The International Air Transport Association (IATA) has welcomed the agreement by G20 tourism ministers to support safe restoration of mobility by following G20 Rome guidelines for the future of tourism.
"The G20 has the right focus and agenda to restart travel and tourism. The combination of vaccinations and testing are drivers to make travel broadly and safely accessible," said Willie Walsh, IATA's Director General.
"Moreover, Prime Minister Draghi's promise that Italy is ready to welcome back the world and encouragement to book holidays should be an inspiration to other world leaders. It captures the urgency that is needed to move forward quickly and safely in restoring the freedom to travel," he said.
The G20 agreements add important support to the building momentum to restore travel. Developments in recent weeks include a travel bubble opened between Australia and New Zealand.

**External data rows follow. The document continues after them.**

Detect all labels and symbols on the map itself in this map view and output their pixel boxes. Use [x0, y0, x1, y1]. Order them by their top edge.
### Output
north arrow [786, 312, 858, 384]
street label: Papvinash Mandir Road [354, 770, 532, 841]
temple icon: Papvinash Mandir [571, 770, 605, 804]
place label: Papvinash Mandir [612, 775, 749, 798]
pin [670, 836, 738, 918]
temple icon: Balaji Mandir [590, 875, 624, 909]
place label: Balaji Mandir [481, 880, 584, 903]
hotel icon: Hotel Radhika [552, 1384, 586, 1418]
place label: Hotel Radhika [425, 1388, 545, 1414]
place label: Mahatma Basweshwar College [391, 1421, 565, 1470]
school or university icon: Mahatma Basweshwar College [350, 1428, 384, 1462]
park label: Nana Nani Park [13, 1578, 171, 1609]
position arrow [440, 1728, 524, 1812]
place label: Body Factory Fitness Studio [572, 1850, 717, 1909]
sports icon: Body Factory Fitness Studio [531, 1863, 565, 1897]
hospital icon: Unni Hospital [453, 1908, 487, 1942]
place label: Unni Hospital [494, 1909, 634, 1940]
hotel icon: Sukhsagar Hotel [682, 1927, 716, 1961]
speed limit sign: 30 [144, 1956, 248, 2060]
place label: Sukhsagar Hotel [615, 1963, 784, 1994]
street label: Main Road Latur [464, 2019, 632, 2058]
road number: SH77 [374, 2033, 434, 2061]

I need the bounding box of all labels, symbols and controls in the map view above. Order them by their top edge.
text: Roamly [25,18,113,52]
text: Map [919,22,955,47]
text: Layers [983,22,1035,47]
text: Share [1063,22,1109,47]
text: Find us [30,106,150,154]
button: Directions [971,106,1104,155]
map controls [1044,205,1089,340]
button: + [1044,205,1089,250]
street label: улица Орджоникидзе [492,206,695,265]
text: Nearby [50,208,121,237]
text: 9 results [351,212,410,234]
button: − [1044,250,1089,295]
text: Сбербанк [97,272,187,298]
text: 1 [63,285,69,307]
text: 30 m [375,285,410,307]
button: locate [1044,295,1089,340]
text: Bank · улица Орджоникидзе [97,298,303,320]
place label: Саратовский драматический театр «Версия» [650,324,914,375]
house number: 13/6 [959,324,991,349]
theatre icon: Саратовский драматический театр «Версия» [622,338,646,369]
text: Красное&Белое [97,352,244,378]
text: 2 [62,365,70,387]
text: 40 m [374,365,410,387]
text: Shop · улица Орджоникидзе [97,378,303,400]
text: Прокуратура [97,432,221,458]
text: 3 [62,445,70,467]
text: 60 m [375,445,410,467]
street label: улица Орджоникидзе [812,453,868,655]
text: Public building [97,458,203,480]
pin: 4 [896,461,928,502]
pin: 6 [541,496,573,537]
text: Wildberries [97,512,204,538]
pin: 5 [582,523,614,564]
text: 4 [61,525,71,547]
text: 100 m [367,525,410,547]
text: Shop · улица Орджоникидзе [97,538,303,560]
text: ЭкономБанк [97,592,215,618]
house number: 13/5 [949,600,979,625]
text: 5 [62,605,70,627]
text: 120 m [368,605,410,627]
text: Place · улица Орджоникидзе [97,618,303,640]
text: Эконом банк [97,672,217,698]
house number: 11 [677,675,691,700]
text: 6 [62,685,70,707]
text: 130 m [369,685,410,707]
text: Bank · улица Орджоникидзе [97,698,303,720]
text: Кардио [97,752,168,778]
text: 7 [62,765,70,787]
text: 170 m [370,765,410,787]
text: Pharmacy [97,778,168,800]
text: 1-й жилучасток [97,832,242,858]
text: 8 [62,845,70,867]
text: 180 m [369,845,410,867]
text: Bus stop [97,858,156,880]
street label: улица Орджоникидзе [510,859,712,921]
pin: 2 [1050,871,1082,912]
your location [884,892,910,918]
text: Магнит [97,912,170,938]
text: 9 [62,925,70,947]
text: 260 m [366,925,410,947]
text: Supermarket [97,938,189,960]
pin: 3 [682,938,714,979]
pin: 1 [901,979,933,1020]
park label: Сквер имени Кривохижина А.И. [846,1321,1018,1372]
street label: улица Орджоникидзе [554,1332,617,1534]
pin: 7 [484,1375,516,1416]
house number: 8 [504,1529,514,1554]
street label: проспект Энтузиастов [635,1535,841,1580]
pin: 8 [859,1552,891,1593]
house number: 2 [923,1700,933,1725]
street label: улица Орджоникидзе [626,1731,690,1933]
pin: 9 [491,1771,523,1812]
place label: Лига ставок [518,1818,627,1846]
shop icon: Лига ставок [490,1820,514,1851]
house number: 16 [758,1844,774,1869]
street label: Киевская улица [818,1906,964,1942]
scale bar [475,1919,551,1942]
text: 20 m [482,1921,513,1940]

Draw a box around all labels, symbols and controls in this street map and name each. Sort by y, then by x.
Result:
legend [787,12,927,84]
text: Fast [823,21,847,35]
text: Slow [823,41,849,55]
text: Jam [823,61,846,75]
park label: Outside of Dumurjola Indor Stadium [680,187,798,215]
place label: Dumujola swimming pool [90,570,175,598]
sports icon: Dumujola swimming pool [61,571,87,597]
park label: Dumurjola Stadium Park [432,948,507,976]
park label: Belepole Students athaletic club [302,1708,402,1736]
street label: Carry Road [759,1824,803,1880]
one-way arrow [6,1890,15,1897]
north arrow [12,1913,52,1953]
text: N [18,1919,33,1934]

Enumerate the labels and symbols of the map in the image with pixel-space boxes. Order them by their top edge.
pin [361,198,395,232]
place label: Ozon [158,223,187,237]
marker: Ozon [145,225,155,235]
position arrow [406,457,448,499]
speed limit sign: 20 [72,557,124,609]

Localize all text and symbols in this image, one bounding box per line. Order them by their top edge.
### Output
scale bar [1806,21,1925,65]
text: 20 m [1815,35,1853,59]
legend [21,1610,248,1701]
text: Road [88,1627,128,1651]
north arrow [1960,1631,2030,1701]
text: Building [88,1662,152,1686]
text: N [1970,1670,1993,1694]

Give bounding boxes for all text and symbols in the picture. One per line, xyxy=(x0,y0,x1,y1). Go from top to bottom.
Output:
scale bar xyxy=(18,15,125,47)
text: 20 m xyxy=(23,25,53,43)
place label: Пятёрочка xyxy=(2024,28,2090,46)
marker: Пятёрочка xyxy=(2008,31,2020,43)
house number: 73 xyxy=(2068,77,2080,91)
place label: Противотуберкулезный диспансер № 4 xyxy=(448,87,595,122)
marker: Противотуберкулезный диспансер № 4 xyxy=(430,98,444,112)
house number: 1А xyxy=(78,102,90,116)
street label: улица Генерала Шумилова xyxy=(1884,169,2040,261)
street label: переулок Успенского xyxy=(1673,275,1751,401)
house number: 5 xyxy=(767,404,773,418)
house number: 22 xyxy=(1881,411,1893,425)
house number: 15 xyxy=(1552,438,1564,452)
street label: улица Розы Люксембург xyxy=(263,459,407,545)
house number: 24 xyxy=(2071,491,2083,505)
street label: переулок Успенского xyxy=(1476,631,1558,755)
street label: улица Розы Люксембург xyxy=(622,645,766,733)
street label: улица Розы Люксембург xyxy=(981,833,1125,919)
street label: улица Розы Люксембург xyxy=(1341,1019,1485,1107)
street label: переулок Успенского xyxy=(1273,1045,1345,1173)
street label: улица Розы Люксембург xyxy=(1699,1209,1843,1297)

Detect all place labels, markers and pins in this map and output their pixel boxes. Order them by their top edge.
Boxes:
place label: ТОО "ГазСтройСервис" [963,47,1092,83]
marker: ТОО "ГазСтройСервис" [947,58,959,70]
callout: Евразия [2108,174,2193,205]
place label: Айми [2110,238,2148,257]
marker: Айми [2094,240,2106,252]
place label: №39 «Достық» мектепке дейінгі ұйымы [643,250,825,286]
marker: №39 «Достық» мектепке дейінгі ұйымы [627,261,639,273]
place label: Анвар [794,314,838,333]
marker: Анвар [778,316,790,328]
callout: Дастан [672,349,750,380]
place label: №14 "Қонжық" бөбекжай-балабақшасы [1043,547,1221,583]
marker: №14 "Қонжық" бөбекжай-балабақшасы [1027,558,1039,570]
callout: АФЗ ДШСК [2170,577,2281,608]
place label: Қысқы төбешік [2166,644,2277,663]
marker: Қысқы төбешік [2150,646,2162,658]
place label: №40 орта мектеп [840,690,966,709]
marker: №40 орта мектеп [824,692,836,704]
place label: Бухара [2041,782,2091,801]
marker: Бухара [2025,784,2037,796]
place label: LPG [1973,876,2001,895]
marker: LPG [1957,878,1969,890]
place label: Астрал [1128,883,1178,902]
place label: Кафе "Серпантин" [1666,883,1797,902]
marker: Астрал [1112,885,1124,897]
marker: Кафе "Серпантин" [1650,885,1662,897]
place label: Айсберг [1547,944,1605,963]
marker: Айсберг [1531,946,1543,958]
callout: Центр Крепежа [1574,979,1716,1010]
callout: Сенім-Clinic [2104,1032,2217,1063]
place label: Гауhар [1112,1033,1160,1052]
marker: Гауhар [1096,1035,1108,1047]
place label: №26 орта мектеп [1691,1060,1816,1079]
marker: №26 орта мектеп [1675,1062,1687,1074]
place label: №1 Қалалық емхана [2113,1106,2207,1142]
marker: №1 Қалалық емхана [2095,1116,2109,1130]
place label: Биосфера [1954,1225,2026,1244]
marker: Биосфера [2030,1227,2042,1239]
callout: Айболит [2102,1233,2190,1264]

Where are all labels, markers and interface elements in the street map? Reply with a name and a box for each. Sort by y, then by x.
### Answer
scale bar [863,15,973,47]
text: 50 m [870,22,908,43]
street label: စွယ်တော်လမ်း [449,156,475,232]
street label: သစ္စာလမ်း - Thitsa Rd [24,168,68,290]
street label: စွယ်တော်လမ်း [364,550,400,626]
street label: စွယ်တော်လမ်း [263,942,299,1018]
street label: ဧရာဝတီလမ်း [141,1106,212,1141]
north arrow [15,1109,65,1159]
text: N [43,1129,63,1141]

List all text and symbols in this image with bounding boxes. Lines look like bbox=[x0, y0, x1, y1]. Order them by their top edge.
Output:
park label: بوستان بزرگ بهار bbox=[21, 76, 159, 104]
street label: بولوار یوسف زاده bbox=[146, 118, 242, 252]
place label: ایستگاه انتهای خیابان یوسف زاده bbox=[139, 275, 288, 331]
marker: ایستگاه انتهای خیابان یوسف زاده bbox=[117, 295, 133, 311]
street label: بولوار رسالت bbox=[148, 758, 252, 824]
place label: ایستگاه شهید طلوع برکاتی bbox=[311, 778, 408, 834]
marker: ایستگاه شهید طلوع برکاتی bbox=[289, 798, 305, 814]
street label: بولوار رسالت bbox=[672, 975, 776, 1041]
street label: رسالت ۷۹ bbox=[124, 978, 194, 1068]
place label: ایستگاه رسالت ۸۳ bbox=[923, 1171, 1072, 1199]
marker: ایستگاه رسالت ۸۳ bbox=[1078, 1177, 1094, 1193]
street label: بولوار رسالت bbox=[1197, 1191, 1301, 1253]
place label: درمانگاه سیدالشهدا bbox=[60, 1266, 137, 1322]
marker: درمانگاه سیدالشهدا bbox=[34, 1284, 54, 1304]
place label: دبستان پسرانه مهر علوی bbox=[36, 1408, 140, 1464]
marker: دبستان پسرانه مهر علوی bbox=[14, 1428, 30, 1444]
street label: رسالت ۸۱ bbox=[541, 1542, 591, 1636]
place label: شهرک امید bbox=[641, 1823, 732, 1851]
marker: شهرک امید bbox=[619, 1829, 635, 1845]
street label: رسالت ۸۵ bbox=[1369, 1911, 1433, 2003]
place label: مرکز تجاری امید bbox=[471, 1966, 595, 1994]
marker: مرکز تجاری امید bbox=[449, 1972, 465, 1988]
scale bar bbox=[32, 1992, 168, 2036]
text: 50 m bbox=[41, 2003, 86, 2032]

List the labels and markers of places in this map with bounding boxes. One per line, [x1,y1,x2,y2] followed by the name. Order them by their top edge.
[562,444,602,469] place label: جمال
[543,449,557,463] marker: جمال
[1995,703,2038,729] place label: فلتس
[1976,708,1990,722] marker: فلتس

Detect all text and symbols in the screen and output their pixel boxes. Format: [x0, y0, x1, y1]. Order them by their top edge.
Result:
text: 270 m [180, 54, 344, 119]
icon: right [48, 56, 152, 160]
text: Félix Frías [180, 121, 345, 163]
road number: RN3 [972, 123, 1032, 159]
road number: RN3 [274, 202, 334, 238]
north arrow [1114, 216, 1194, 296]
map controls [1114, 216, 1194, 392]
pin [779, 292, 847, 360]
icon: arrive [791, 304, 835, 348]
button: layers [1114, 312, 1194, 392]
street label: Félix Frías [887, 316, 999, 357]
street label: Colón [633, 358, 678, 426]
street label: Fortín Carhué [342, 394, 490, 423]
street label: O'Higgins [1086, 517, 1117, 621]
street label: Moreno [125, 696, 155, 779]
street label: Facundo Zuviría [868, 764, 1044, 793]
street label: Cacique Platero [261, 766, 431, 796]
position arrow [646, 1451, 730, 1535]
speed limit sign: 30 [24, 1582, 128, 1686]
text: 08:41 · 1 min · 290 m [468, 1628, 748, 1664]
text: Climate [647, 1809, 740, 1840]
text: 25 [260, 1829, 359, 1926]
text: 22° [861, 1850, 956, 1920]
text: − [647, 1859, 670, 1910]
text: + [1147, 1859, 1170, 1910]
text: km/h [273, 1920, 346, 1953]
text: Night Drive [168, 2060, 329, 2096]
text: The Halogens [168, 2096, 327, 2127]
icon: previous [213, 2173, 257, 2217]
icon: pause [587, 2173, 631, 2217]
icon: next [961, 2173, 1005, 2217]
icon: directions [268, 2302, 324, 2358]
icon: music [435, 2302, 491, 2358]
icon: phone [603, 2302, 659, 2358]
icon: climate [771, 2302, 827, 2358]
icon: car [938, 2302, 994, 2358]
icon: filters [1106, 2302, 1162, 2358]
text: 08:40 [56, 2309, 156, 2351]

The European Commission and the European Parliament each announced efforts to welcome vaccinated travellers and travellers from low-incidence countries to Europe. The UK is pursuing gradual resumption of international travel from May 17.
Italy announced it is planning to implement the European 'green certificate' in May to facilitate opening borders. And France is planning to reopen its borders to international tourists with a 'health pass' from June 9.
The G20 Rome guidelines call for working with industry and international partners to provide and share information to inform policies and decisions on safe mobility.
They call for pursuing opportunities to agree to common international approaches to Covid-19 testing, vaccination, certification and information on travellers to enable lifting of inbound and outbound border restrictions.
The guidelines call for exploring ways to promote the use of digital traveller identity, biometrics and contactless transactions to facilitate safe and seamless travel. Besides, they call for providing accessible, consistent, clear and updated information to travellers to encourage and facilitate travel planning and journeys.
In addition, they call for maintaining and improving the connectivity, safety and sustainability of transport systems.
"While these are all important steps that build momentum towards re-opening the travel and tourism sector, we need more," said Walsh. "People want to fly and exercise the freedom to travel that has been denied by government restrictions."